Task brief: Could you copy out every line of the data where the word "icon" occurs?

Data extract:
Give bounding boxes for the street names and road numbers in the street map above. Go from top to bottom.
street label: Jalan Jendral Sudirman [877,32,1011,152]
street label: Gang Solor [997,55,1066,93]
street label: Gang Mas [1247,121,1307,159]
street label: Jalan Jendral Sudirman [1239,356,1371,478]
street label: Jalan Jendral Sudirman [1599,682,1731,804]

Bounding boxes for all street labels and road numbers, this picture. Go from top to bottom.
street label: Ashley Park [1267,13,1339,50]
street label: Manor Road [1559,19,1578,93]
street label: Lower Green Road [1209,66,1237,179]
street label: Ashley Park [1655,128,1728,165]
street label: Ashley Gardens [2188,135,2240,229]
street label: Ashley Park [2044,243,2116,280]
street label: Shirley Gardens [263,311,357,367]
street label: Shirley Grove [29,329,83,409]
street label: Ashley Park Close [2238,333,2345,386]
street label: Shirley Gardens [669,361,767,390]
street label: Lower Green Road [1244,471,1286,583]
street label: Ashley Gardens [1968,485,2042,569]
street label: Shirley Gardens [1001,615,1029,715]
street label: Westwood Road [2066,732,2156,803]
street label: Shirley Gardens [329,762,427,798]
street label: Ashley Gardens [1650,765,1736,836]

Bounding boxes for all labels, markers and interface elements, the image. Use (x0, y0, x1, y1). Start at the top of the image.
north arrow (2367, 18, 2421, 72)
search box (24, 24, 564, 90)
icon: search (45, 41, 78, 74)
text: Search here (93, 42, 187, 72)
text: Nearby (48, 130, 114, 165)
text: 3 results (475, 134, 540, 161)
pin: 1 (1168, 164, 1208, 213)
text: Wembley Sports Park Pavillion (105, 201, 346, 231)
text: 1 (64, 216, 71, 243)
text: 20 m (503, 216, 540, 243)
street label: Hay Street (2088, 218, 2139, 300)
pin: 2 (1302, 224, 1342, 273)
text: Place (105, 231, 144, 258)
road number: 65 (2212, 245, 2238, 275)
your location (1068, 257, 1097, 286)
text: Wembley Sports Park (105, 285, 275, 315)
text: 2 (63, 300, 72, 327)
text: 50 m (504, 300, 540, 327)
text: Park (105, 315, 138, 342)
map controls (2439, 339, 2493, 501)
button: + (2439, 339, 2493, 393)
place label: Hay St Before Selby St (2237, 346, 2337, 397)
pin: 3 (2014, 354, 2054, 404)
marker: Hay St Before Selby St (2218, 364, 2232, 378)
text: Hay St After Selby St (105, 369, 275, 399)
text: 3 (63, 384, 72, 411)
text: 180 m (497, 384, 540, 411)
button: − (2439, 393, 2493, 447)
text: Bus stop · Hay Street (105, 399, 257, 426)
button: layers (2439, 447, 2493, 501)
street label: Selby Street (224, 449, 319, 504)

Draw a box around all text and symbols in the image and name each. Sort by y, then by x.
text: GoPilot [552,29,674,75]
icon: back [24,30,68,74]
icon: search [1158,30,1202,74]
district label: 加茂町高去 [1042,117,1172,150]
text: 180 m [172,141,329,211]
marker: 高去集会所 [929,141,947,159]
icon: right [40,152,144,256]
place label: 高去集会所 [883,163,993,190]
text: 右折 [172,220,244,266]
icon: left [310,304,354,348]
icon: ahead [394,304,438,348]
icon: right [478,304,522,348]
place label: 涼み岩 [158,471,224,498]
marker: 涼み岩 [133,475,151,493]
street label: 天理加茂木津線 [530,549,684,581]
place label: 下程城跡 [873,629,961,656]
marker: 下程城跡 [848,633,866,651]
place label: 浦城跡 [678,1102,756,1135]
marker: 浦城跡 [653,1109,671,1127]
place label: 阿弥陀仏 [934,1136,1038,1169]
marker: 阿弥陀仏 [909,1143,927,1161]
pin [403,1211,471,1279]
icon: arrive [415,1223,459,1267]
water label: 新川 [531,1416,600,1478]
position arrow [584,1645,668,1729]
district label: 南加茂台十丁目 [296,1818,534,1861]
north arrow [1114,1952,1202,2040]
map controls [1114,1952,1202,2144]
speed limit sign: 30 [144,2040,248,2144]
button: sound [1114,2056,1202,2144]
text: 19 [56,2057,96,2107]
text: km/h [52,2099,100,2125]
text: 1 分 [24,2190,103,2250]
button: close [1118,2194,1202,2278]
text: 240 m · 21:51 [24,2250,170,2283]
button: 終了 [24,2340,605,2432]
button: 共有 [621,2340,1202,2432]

Output of the exercise:
icon: search (45, 41, 78, 74)
icon: back [24,30,68,74]
icon: search [1158,30,1202,74]
icon: right [40,152,144,256]
icon: left [310,304,354,348]
icon: ahead [394,304,438,348]
icon: right [478,304,522,348]
icon: arrive [415,1223,459,1267]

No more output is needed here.